By Paul Cobb
The Oakland A’s have finally met their match. Councilmember Noel Gallo is courageously bringing forward two significant pieces of legislation to stop the A’s bullying of the City of Oakland.
Gallo convinced his colleagues on the Council to unanimously vote for a public hearing and an independent third-party analysis of the costs, benefits, and risks to the city of funding the A’s privately owned stadium and luxury condo project at Howard Terminal.
He has also introduced legislation to place a measure on the November 2022 ballot to allow residents to vote on whether public money should be spent on the A’s private development.
We salute Noel and encourage the Council to support his efforts.
Oakland faces many critical issues including homelessness, affordable housing, crime, and keeping schools open. City officials need to focus attention on getting those issues under control. Instead, the A’s attempt to bully them into spending over $ billion on their new stadium and luxury housing project.
Let’s peel away the layers of the onion.
The A’s promise union jobs. But the truth is that all the new jobs they promote are construction jobs that could be created at the Coliseum if they built their stadium there. And that would not cost $1 billion because the land is already approved for development and there are fewer infrastructure needs there than at Howard Terminal. Meanwhile, if the A’s build at Howard Terminal they weaken a working port and threaten the loss of hundreds of good-paying existing ILWU union jobs.
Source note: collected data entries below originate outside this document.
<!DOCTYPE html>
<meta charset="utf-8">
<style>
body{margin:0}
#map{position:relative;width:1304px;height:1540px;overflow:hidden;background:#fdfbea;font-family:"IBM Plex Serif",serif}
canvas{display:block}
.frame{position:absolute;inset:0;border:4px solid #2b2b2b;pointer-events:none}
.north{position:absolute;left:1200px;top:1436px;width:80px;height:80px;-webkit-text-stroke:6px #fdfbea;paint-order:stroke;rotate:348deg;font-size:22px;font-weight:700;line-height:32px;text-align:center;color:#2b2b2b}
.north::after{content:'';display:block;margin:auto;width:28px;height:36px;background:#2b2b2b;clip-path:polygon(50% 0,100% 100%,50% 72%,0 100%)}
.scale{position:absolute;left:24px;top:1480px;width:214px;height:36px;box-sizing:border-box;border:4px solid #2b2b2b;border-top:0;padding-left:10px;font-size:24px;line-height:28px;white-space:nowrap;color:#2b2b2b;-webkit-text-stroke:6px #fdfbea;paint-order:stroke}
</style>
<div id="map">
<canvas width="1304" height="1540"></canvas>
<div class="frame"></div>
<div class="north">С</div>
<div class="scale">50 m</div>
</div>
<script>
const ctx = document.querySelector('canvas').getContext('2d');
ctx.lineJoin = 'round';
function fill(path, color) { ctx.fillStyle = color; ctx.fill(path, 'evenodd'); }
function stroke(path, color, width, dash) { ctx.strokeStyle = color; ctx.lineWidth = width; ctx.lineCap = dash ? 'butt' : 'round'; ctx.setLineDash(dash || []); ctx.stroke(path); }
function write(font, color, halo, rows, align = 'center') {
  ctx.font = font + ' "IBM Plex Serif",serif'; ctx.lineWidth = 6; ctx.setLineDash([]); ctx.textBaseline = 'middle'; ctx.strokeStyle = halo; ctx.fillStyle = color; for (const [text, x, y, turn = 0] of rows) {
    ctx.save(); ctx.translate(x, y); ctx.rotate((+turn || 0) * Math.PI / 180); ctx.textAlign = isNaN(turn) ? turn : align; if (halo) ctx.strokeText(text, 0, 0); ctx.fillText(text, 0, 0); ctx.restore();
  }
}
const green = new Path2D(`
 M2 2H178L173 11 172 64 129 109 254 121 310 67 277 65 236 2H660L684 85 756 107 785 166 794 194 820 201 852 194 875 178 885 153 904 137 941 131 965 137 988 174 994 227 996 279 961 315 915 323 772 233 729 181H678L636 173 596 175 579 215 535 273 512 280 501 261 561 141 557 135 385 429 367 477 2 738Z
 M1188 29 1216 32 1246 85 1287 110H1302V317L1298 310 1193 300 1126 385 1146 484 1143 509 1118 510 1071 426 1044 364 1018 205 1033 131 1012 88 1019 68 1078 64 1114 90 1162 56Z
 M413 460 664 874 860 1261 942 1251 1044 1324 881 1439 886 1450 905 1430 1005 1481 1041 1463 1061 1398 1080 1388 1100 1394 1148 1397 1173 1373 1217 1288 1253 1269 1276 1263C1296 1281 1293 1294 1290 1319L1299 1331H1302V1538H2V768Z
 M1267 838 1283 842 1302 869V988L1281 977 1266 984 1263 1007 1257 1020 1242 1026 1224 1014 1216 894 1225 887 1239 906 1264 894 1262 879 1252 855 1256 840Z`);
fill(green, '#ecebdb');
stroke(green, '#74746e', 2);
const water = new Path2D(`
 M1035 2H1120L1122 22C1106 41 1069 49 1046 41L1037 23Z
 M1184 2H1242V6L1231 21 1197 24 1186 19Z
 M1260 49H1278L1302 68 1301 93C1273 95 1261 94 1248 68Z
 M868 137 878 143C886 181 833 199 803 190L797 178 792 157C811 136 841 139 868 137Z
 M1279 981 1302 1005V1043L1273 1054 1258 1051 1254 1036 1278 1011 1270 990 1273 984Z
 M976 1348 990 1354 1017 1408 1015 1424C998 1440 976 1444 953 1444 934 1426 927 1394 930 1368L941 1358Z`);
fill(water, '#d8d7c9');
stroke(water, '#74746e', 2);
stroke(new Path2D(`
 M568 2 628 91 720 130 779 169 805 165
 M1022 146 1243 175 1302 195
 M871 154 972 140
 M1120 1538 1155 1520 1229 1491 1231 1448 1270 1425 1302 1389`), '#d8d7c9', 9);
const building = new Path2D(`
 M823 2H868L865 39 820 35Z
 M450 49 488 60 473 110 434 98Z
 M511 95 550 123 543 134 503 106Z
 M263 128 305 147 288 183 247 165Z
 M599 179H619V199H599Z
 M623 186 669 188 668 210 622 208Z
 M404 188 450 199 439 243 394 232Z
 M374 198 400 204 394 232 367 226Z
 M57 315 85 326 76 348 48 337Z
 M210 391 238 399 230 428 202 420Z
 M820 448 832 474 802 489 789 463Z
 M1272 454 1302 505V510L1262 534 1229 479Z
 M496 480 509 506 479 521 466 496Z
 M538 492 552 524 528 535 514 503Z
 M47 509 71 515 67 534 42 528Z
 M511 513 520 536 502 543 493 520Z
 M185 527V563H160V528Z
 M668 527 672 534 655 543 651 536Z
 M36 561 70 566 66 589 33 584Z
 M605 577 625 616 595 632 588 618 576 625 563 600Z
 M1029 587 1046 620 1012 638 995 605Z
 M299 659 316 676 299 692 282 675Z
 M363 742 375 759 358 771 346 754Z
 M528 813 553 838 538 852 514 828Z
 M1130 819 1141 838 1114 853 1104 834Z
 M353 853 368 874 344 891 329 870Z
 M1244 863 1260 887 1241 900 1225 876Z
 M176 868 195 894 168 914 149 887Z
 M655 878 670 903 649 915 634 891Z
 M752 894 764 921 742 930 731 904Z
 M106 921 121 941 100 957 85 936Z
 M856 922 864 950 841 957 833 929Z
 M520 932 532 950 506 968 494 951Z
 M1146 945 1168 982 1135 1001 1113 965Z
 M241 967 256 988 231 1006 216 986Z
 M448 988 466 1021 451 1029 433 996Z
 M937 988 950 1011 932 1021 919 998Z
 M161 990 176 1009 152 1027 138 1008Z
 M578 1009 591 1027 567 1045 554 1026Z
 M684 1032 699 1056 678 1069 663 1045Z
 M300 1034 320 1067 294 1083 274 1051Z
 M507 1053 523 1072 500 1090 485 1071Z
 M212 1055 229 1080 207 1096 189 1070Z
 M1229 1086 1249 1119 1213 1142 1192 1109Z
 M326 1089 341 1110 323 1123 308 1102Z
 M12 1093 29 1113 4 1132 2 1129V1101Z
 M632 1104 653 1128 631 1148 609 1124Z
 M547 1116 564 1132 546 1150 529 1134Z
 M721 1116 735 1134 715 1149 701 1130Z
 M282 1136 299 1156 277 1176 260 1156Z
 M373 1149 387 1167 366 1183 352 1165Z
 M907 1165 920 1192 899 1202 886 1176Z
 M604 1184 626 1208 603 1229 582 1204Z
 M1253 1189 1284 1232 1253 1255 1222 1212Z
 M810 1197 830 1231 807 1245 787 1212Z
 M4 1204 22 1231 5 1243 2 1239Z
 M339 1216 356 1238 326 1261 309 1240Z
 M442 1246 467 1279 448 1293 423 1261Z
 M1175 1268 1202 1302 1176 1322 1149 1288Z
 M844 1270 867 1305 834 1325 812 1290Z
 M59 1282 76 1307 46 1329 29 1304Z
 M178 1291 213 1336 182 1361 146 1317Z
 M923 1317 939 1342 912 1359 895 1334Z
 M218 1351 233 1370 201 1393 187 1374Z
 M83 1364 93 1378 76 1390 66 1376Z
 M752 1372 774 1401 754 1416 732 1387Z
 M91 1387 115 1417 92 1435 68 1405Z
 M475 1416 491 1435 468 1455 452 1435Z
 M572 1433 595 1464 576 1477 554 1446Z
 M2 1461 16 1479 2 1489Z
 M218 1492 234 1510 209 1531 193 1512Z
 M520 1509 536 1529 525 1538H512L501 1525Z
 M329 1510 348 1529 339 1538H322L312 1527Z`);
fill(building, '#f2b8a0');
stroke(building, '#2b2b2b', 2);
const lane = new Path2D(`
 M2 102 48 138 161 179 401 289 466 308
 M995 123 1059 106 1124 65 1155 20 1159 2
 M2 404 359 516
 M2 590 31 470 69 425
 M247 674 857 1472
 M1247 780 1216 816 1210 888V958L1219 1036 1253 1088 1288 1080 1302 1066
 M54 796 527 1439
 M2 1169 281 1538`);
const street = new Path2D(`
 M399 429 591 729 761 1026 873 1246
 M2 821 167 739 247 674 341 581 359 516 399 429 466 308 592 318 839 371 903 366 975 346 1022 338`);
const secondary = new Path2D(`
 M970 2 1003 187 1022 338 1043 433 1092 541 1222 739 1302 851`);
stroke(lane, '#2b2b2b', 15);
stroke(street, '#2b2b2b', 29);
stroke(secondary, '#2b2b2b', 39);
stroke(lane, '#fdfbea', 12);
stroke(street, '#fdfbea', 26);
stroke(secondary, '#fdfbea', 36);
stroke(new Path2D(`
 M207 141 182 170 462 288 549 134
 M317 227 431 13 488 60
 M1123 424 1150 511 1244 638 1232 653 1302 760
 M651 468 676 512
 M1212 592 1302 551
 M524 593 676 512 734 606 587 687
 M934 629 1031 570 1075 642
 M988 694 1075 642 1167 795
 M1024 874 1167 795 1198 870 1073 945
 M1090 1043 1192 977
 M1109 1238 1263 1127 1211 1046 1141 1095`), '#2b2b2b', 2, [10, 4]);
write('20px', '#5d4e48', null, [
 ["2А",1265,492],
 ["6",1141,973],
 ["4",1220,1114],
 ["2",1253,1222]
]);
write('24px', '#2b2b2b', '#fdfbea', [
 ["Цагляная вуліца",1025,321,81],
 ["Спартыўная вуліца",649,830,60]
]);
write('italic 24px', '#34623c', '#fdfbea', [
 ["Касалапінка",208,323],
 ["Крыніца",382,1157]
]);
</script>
The A’s threaten that if they don’t get their way they will leave and eliminate Oakland’s last sports team. Right now, there are fewer fans at A’s games than there are homeless people living on the streets of Oakland. We should worry more about our unhoused, mostly Black residents than 2,000-3,000 baseball fans.
The A’s say they are adding 3,000 new housing units to the city that desperately needs housing. But the A’s balk at making more than a paltry 15% of those units affordable. They do not clarify the income levels of affordability. Will unhoused people be included?
Unlike every other developer, the A’s do not contribute community benefits, especially to the East Oakland area where emergency affordable housing is urgently needed.
But rather, in a deceptive and clever ploy, the A’s would have the community pay for their benefits, which unwittingly would hasten the gentrification wave that could increase homelessness. They reneged on past promises and caused people like Margaret Gordon, a strong community advocate, to drop her support for the team.
More galling than everything above, the A’s are negotiating with Las Vegas while they are arrogantly bully Oakland.
Many people believe this is all a sham. The A’s leverage a potential site in Oakland only to get a sweet deal in Vegas. And, ironically they stand to further enrich themselves by just “occupying” the coliseum site and taking advantage of the increased property value of their half-ownership share of the Coliseum.
By questioning the financial capability of the co-owner, the city staff upped the price to sell their half interest to a Black-led group for more than $30,000,000.00 than that for Alameda County, which owns the other 50% of the Coliseum.
Oakland does not need the A’s.
Oakland needs to take care of its own critical issues. The City’s Department of Race and Equity should be at the table with the City Attorney to make sure that the financial interests of Oakland residents are protected and fairly handled.
But even if those issues were not so pressing, City officials must stand firm and not let any developer bully them and disrespect them the way the A’s are disrespecting them.
Thank you, Mr. Gallo, for standing up for Oakland residents and not bending the knee to the A’s.
We urge the Council to support Mr. Gallo by placing the A’s request for public spending before the voters in November. Let the voters guide the decision of whether the City should fund the A’s or take care of our own problems.
We encourage all voters to demand that the Council let the people vote.